By Luxury, Independent 2015.

I had never heard of the band Luxury until I recently came across them on Bandcamp.

They come from Georgia, USA and they’ve been around since the mid-1990s.

In that time they’ve put out approximately 10 albums, a few Eps and a couple of singles.

I started listening to their 1999 self-titled album and became intrigued so I went back to the earliest recording I could find, a cover of Adam & The Ants Goody Two Shoes released in 1994.

It was one of the demos they produced to hawk themselves around to record companies and to my ears it’s better than the original.

They bring a punky/grungy edge to the track that seems much more in keeping with the lyrical content than Adam Ant’s original version.

Like many bands Luxury were quite prolific in their early years churning out EPs and albums regularly but after releasing Health and Sport in 2005 they went through a hiatus that lasted for 10 years until it was broken by the release of Trophies.

Another short hiatus occurred before two solo records, one each to founding members (and brothers) Lee and Jamey Bozeman, were released in 2019.

Trophies is a wonderful album and shows that their extended break didn’t have any deleterious effects on their music making abilities.

It also shows that the band is back to full steam ahead mode with the solo releases being followed by the 2020 full band effort, One-Sided LP – literally a one-sided LP which was initially available only on vinyl.

After trawling my way through much of Luxury’s work I am surprised that they aren’t better known.

As the band says in their Bandcamp blurb “(they’ve) been on the fringes since 1994 making records and playing to occasional audiences.”

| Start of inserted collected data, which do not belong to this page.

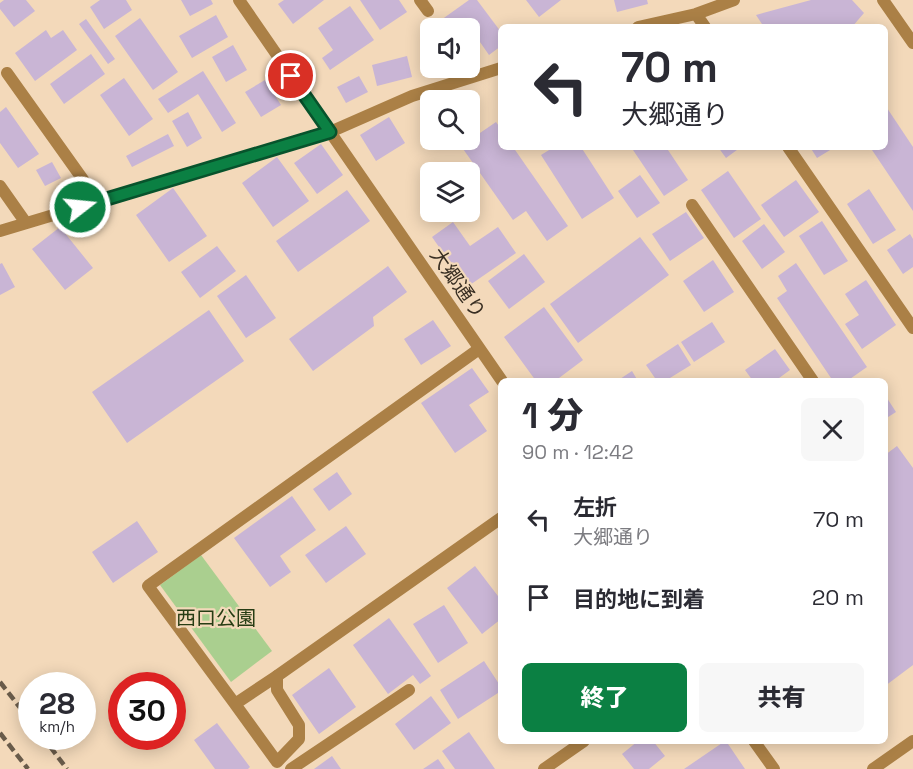 <!DOCTYPE html>
<html lang="ja">
<meta charset="utf-8">
<style>
:root{--surface:#fff;--page:#f7f7f7;--text:#2b2b33;--muted:#7c7c81;--accent:#0b8043}
body{margin:0;font-family:"Space Grotesk","Noto Sans JP",sans-serif;background:var(--page);color:var(--text);height:100vh;display:flex;flex-direction:column;font-size:22px;white-space:nowrap}
*{box-sizing:border-box;margin:0}
p{font-size:20px;color:var(--muted)}
.icon{flex:none;width:33px;height:33px;fill:none;stroke:currentColor;stroke-width:2;stroke-linecap:round;stroke-linejoin:round}
.map{position:relative;flex:1;overflow:hidden}
.panel{position:absolute;left:498px;top:378px;width:390px;height:366px;display:flex;flex-direction:column;background:var(--surface);border-radius:9px;box-shadow:0 3px 15px #0003}
.panel>*{flex:none}
.guide{position:absolute;left:498px;top:24px;width:390px;height:126px;border-radius:9px;box-shadow:0 3px 15px #0003;background:#fff;color:var(--text);overflow:hidden}
.fabs{position:absolute;left:420px;top:18px;display:grid;gap:12px}
.fabs a{display:grid;place-items:center;width:60px;height:60px;border-radius:9px;background:var(--surface);box-shadow:0 3px 15px #0003;font-size:30px}
.speed{position:absolute;left:18px;top:672px;display:flex;gap:12px;font-size:30px;font-weight:700;text-align:center}
.speed>*{display:grid;place-content:center;width:78px;height:78px;border-radius:50%;background:var(--surface);box-shadow:0 3px 15px #0003;line-height:1}
.speed small{font-size:15px;font-weight:400}
.speed .limit{border:9px solid #d22;background:#fff;color:#111}
.pin{position:absolute;display:grid;place-items:center;width:51px;height:51px;color:#fff;margin:-26px;border:3px solid #fff;border-radius:50%;box-shadow:0 2px 6px #0007}
.me{position:absolute;width:66px;margin:-33px;rotate:74deg;stroke-linejoin:round;filter:drop-shadow(0 0 4px #0008)}
.turn{display:flex;align-items:center;gap:21px;height:126px;padding:0 24px;font-size:27px}
.turn .icon{width:78px;height:78px;stroke-width:2.5}
.turn b{display:block;font-size:42px;line-height:51px}
.round{display:grid;place-items:center;flex:none;width:63px;height:63px;border-radius:9px;background:var(--page)}
.head{display:flex;align-items:center;justify-content:space-between;height:102px;padding:0 24px}
h1{font-size:36px;font-weight:800;line-height:45px}
.primary-button{display:flex;gap:12px;margin-top:auto;padding:12px 24px}
.primary-button a{flex:1;height:69px;border-radius:9px;background:var(--accent);color:#fff;font-size:24px;font-weight:800;line-height:69px;text-align:center}
.primary-button a+a{background:var(--page);color:var(--text)}
ul{padding:0;list-style:none}
li{display:flex;align-items:center;gap:18px;height:78px;padding:0 24px}
li div{flex:1}
li b{display:block;font-size:22px}
li em{font-style:normal}
.map>svg:first-child{display:block}
</style>
<div class="map">
<svg width="913" height="769" viewBox="0 0 913 769">
<rect width="100%" height="100%" fill="#f3d9ba"/>
<path fill="#aacf8f" d="M201,555L272,651L231,682L160,585Z"/>
<path fill="#c9b5d5" d="M4,0H26L35,11L14,27L0,9V3Z
M100,0H126L132,10L104,29L90,7Z
M181,0H211L213,4L190,16Z
M284,0H324L293,24L278,4Z
M360,0H399L407,12L380,30Z
M469,0H477L501,32V46L489,55L473,32L470,35V28H447L441,20Z
M526,0H561L539,17Z
M614,0H647L648,4L617,12Z
M811,0H852L864,13L852,27H764L756,15Z
M350,6L374,40L330,70L322,58L333,50L318,28Z
M216,15L228,37L192,58L179,36Z
M140,18L178,72L153,90L115,36Z
M86,19L115,59L108,64L79,24Z
M46,30L51,38L63,30L77,50L35,81L15,53Z
M233,45L247,70L226,82L212,57Z
M91,54L105,74L64,104L50,84Z
M407,56L412,77L377,86L372,65Z
M203,71L236,123L222,132L198,94L168,113L158,99Z
M359,76L368,92L346,103L337,87Z
M124,78L153,119L129,136L100,95Z
M265,80L281,105L261,117L245,92Z
M885,105L913,147V211L870,147H885Z
M6,107L39,154L18,168L0,143V112Z
M188,112L202,138L187,147L172,121Z
M389,117L405,143L376,161L360,135Z
M496,122L501,129V147H513L568,226L547,241L526,211L513,220L461,146Z
M168,134L174,146L132,167L126,156Z
M321,144L343,175L317,194L294,163Z
M554,147H581L614,198L582,219L541,155Z
M637,147H666L688,180L664,196L633,150Z
M718,147H741L726,158Z
M810,147H835L817,158Z
M277,157L309,201L273,227L242,183Z
M52,162L61,178L45,186L36,170Z
M728,171L761,219L734,238L701,190Z
M640,175L660,203L637,218L618,191Z
M796,180L819,212L784,237L761,205Z
M173,188L207,236L169,262L136,215Z
M869,189L896,230L873,244L847,204Z
M347,190L370,221L298,272L276,241Z
M686,212L704,238L670,261L652,234Z
M822,221L848,261L824,275L799,236Z
M453,222L470,246L498,227L516,253L467,287L432,237Z
M764,224L785,252L762,269L742,241Z
M60,227L93,268L65,290L32,249Z
M910,234L913,239V267L903,274L887,250Z
M640,237L669,275L578,343L550,304Z
M217,246L236,271L200,298L181,272Z
M524,254L545,282L509,309L488,281Z
M713,260L734,292L704,312L683,281Z
M2,263L15,287L0,295V264Z
M796,263L867,367L847,381H833L777,298L787,291L778,276Z
M388,266L407,292L373,317L374,326L313,371L289,339Z
M246,275L276,318L246,338L217,296Z
M866,280L896,325L862,349L845,324L859,315L845,294Z
M544,307L583,360L555,381H536L504,337Z
M209,310L244,361L127,443L92,392Z
M433,320L451,346L421,365L404,339Z
M712,322L725,342L694,362L681,342Z
M678,344L691,365L665,381H657L646,365Z
M775,349L790,370L775,381H753L745,370Z
M472,368L489,392L469,405L487,431L455,453L421,403Z
M632,371L638,381H617Z
M885,395L896,412L885,419Z
M897,446L913,468V665L885,686V455Z
M337,472L352,494L329,511L313,489Z
M292,496L316,530L280,556L291,572L270,587L234,538Z
M137,521L158,552L113,583L92,552Z
M346,526L366,554L326,583L305,555Z
M475,566L501,600V619L482,634L447,588Z
M444,605L468,643L438,663L413,624Z
M389,618L431,676L420,684L413,675L388,694L353,645Z
M484,661L501,687V691L458,719L440,690Z
M329,668L356,707L319,734L292,695Z
M431,696L451,723L414,750L395,724Z
M217,723L250,767L248,769H215L194,740Z
M469,732L495,769H455L442,751Z
M638,741H653L665,756L649,769H634L622,754Z
M726,741L745,769H684L725,741Z
M332,756L341,769H314Z
M438,759L445,769H423Z"/>
<g fill="none" stroke-linecap="round" stroke-linejoin="round">
<path stroke="#ab8046" stroke-width="12" d="M420,0L428,11
M883,0L913,43
M696,14L705,27
M638,27L696,14L734,0
M7,73L99,202
M788,147L913,328
M0,186L26,223
M692,205L813,381
M0,231L330,132L412,96L501,68
M277,676V690L299,725V739L277,762L235,704Z
M235,704L148,586L479,349
M291,769L409,690
M544,769L584,741
M873,769L913,741"/>
<path stroke="#ab8046" stroke-width="12" d="M239,0L502,381
M277,676L501,518
M754,741L774,769"/>
<path stroke="#695b4a" stroke-width="4.5" stroke-dasharray="9 4.5" stroke-linecap="butt" d="M0,682L32,723
M0,733L28,769
M42,736L67,769"/>
</g>
<g fill="none" stroke-linecap="round" stroke-linejoin="round">
<defs>
<path id="route" d="M80,207L330,132L291,76"/>
</defs>
<use href="#route" stroke="#07532c" stroke-width="15"/>
<use href="#route" stroke="#0b8043" stroke-width="10"/>
</g>
<g text-anchor="middle" stroke-width="4.5" stroke-linejoin="round" paint-order="stroke">
<g font-size="20" fill="#382e22" stroke="#f3d9ba">
<text transform="translate(458 283) rotate(55)" y="7">大郷通り</text>
</g>
<g font-size="20" fill="#273d14" stroke="#f3d9ba">
<text x="216" y="625">西口公園</text>
</g>
</g>
</svg>
<div class="fabs">
<a><svg class="icon" aria-label="sound" viewBox="0 0 24 24"><path d="M4 9h4l5-4v14l-5-4H4zM17 9q2 3 0 6"/></svg></a>
<a><svg class="icon" aria-label="search" viewBox="0 0 24 24"><circle cx="10" cy="10" r="6"/><path d="M15 15l6 6"/></svg></a>
<a><svg class="icon" aria-label="layers" viewBox="0 0 24 24"><path d="M12 4l9 5-9 5-9-5zM3 14l9 5 9-5"/></svg></a>
</div>
<div class="speed"><div>28<small>km/h</small></div><div class="limit">30</div></div>
<div class="pin" style="left:291px;top:76px;background:#d93025"><svg class="icon" aria-label="arrive" viewBox="0 0 24 24"><path d="M6 21V4h12l-3 4 3 4H6"/></svg></div>
<svg class="me" style="left:80px;top:207px" viewBox="-20 -20 40 40"><circle r="17" fill="#0b8043" stroke="#fff" stroke-width="3"/><path d="M0-11L8 9 0 5-8 9z" fill="#fff"/></svg>
<div class="guide">
<div class="turn"><svg class="icon" aria-label="left" viewBox="0 0 24 24"><path d="M17 20v-9H6M10 6l-5 5 5 5"/></svg><div><b>70 m</b>大郷通り</div></div>
</div>
<section class="panel">
<div class="head"><div><h1>1 分</h1><p>90 m · 12:42</p></div><a class="round"><svg class="icon" aria-label="close" viewBox="0 0 24 24"><path d="M6 6l12 12M18 6L6 18"/></svg></a></div>
<ul>
<li><svg class="icon" aria-label="left" viewBox="0 0 24 24"><path d="M17 20v-9H6M10 6l-5 5 5 5"/></svg><div><b>左折</b><p>大郷通り</p></div><em>70 m</em></li>
<li><svg class="icon" aria-label="arrive" viewBox="0 0 24 24"><path d="M6 21V4h12l-3 4 3 4H6"/></svg><div><b>目的地に到着</b></div><em>20 m</em></li>
</ul>
<div class="primary-button"><a>終了</a><a>共有</a></div>
</section>
</div>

And it seems that being fringe dwellers has been a conscious decision because interestingly enough three of the members are Orthodox priests, so music is only a side project.

The band consists of the brothers Bozeman on guitars and vocals plus Chris Foley (bass), Glenn Black (drums) and Matt Hinton (guitar banjo mandolin).

Lee and Jamey Bozeman plus Chris foley are the three priests and they, including the entire band, are the subject of a new documentary, The Story of a Band Called Luxury, which focusses on the band’s ten-year hiatus and a touring van crash, that almost killed them and changed their lives forever.

Their story is certainly an unusual one for rock and roll but, excuse the pun, rock and roll is a very broad church.